• [Exercise]
For the material below, return exactly the lines starting at the line containing "M302,537L303,596H326V624H280V597H271V538Z" and ending at the line containing "M507,456H568", both ends included, and no others.

• [Available records]

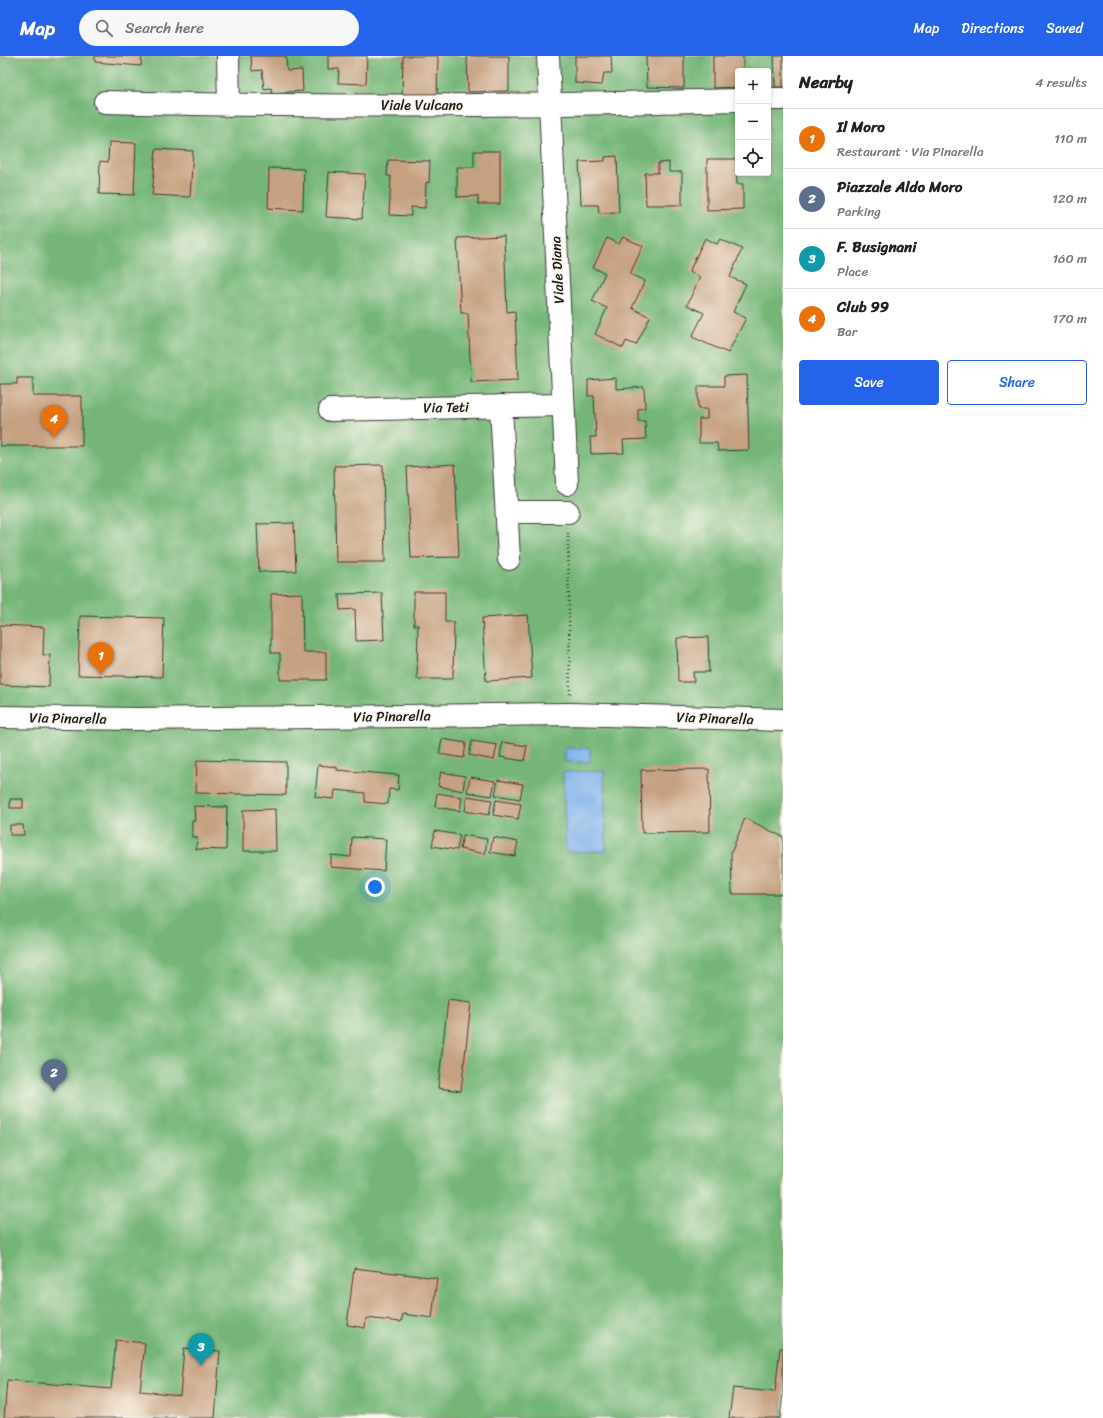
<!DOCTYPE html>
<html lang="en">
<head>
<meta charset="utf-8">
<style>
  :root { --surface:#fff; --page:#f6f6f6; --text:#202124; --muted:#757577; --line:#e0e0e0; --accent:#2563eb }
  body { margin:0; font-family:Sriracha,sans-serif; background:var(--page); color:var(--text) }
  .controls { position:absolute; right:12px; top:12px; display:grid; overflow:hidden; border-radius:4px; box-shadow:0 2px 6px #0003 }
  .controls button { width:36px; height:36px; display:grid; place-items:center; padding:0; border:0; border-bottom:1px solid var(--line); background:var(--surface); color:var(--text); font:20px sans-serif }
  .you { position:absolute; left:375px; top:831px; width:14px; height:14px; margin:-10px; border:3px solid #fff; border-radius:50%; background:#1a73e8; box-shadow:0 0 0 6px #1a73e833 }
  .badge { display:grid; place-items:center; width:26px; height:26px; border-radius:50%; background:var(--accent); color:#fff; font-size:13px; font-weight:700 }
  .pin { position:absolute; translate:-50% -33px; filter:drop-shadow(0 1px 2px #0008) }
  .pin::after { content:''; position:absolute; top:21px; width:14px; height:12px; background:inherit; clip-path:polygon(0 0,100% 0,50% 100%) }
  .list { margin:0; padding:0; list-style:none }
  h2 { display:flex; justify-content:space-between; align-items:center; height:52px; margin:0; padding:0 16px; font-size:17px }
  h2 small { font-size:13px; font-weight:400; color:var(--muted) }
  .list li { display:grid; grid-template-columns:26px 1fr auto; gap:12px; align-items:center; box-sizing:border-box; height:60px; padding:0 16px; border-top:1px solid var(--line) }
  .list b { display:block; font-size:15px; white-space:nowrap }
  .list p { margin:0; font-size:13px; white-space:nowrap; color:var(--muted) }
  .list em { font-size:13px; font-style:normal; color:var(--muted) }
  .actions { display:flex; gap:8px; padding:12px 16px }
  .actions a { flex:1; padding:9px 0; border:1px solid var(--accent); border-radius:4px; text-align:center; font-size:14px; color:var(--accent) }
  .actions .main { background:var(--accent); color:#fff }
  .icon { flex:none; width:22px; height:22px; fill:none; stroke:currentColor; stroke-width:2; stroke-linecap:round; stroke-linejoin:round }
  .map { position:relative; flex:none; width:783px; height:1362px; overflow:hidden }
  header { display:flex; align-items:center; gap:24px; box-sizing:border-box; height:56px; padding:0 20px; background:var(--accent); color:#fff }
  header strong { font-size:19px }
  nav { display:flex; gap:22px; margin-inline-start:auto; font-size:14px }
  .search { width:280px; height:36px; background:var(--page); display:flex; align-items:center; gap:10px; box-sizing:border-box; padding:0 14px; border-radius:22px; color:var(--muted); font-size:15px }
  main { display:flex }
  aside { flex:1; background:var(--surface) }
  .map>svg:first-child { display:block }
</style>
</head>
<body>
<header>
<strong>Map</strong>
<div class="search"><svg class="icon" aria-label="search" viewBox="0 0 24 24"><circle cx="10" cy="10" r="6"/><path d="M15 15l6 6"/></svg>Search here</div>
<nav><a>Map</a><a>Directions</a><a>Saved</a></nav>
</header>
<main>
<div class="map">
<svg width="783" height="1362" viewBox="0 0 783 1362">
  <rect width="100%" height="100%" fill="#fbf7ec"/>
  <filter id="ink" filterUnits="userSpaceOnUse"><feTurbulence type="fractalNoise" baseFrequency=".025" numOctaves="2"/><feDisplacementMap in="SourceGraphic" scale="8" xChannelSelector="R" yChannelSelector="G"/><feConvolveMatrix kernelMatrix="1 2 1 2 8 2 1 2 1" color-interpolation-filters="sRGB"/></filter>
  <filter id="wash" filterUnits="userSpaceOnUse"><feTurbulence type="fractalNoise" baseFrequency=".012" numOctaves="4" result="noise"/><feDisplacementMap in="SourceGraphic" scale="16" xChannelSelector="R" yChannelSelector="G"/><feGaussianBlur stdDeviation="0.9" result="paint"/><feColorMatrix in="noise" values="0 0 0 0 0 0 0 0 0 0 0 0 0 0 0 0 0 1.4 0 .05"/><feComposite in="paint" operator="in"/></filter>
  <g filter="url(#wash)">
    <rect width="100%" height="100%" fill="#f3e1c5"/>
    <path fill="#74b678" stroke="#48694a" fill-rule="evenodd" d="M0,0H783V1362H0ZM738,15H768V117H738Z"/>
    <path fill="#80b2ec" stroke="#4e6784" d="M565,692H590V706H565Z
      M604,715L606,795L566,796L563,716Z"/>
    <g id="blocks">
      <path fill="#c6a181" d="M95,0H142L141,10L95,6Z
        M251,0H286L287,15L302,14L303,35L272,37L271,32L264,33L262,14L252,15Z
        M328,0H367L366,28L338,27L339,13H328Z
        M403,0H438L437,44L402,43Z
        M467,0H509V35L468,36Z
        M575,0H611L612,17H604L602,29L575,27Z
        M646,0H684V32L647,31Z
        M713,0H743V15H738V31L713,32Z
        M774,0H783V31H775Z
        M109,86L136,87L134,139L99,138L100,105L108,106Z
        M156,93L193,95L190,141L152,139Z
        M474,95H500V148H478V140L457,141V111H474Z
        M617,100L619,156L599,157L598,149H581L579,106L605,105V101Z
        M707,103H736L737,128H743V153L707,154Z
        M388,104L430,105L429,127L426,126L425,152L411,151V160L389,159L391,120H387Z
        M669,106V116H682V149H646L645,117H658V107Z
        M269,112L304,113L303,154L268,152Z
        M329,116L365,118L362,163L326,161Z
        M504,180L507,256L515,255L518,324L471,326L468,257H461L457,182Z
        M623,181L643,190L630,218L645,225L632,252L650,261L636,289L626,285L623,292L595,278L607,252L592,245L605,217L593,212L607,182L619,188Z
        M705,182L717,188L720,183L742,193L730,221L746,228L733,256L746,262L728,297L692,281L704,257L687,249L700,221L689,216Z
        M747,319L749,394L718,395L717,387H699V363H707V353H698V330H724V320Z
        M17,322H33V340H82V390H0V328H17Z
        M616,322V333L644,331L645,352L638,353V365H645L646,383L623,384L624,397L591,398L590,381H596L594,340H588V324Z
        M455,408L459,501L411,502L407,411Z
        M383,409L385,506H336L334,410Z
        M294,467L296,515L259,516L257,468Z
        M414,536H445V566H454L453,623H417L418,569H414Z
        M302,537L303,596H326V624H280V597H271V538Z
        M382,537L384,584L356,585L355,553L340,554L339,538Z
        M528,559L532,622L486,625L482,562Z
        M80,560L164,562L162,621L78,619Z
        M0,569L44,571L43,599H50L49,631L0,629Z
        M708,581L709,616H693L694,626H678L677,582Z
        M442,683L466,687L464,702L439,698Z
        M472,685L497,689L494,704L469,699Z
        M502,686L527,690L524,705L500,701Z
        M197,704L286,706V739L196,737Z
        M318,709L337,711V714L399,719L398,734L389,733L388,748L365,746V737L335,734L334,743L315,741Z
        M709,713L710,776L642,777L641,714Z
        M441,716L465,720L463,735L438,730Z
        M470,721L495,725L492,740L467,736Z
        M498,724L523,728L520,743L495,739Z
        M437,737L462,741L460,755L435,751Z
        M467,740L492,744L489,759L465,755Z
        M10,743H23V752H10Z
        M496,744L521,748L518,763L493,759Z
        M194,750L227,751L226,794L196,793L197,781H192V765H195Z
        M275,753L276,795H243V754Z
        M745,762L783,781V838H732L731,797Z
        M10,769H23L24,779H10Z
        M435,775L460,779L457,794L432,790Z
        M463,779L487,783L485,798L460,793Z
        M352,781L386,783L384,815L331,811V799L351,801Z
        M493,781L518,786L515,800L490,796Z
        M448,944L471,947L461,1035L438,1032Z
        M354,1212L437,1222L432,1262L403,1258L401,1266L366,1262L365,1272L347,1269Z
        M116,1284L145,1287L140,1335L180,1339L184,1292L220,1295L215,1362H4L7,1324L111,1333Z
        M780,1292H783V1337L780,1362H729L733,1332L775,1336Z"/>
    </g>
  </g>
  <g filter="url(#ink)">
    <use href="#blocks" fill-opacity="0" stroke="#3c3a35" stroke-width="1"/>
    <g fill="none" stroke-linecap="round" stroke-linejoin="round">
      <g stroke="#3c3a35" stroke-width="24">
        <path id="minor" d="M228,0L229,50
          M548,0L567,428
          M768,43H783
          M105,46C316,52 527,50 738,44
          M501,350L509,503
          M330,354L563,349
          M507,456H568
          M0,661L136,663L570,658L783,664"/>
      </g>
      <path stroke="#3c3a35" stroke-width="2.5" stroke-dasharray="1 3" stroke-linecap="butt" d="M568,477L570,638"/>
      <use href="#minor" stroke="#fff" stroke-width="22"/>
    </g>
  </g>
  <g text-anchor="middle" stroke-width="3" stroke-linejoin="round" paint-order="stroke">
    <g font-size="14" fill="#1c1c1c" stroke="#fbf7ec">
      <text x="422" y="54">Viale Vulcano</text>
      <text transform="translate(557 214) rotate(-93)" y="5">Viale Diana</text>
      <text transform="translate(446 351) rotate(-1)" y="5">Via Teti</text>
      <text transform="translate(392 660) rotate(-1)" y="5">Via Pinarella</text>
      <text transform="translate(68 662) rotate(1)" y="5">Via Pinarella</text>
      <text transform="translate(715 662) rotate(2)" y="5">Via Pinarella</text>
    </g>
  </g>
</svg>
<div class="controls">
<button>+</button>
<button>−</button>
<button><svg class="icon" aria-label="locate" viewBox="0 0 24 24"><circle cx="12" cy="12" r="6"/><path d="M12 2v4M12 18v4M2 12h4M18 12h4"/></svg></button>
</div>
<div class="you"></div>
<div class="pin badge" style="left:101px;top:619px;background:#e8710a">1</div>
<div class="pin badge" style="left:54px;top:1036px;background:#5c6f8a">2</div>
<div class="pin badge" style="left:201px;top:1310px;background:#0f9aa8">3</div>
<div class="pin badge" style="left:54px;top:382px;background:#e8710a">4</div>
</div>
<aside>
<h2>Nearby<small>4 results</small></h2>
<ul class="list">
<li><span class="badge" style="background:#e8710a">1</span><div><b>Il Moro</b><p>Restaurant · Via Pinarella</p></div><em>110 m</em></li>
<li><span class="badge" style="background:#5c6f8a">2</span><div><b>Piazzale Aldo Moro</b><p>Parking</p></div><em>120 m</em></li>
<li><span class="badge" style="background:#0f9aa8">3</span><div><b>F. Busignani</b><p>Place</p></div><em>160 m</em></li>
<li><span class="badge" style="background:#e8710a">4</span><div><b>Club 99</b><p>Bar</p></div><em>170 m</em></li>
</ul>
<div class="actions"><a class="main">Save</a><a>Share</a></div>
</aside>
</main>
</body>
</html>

• [Output of the task]
        M302,537L303,596H326V624H280V597H271V538Z
        M382,537L384,584L356,585L355,553L340,554L339,538Z
        M528,559L532,622L486,625L482,562Z
        M80,560L164,562L162,621L78,619Z
        M0,569L44,571L43,599H50L49,631L0,629Z
        M708,581L709,616H693L694,626H678L677,582Z
        M442,683L466,687L464,702L439,698Z
        M472,685L497,689L494,704L469,699Z
        M502,686L527,690L524,705L500,701Z
        M197,704L286,706V739L196,737Z
        M318,709L337,711V714L399,719L398,734L389,733L388,748L365,746V737L335,734L334,743L315,741Z
        M709,713L710,776L642,777L641,714Z
        M441,716L465,720L463,735L438,730Z
        M470,721L495,725L492,740L467,736Z
        M498,724L523,728L520,743L495,739Z
        M437,737L462,741L460,755L435,751Z
        M467,740L492,744L489,759L465,755Z
        M10,743H23V752H10Z
        M496,744L521,748L518,763L493,759Z
        M194,750L227,751L226,794L196,793L197,781H192V765H195Z
        M275,753L276,795H243V754Z
        M745,762L783,781V838H732L731,797Z
        M10,769H23L24,779H10Z
        M435,775L460,779L457,794L432,790Z
        M463,779L487,783L485,798L460,793Z
        M352,781L386,783L384,815L331,811V799L351,801Z
        M493,781L518,786L515,800L490,796Z
        M448,944L471,947L461,1035L438,1032Z
        M354,1212L437,1222L432,1262L403,1258L401,1266L366,1262L365,1272L347,1269Z
        M116,1284L145,1287L140,1335L180,1339L184,1292L220,1295L215,1362H4L7,1324L111,1333Z
        M780,1292H783V1337L780,1362H729L733,1332L775,1336Z"/>
    </g>
  </g>
  <g filter="url(#ink)">
    <use href="#blocks" fill-opacity="0" stroke="#3c3a35" stroke-width="1"/>
    <g fill="none" stroke-linecap="round" stroke-linejoin="round">
      <g stroke="#3c3a35" stroke-width="24">
        <path id="minor" d="M228,0L229,50
          M548,0L567,428
          M768,43H783
          M105,46C316,52 527,50 738,44
          M501,350L509,503
          M330,354L563,349
          M507,456H568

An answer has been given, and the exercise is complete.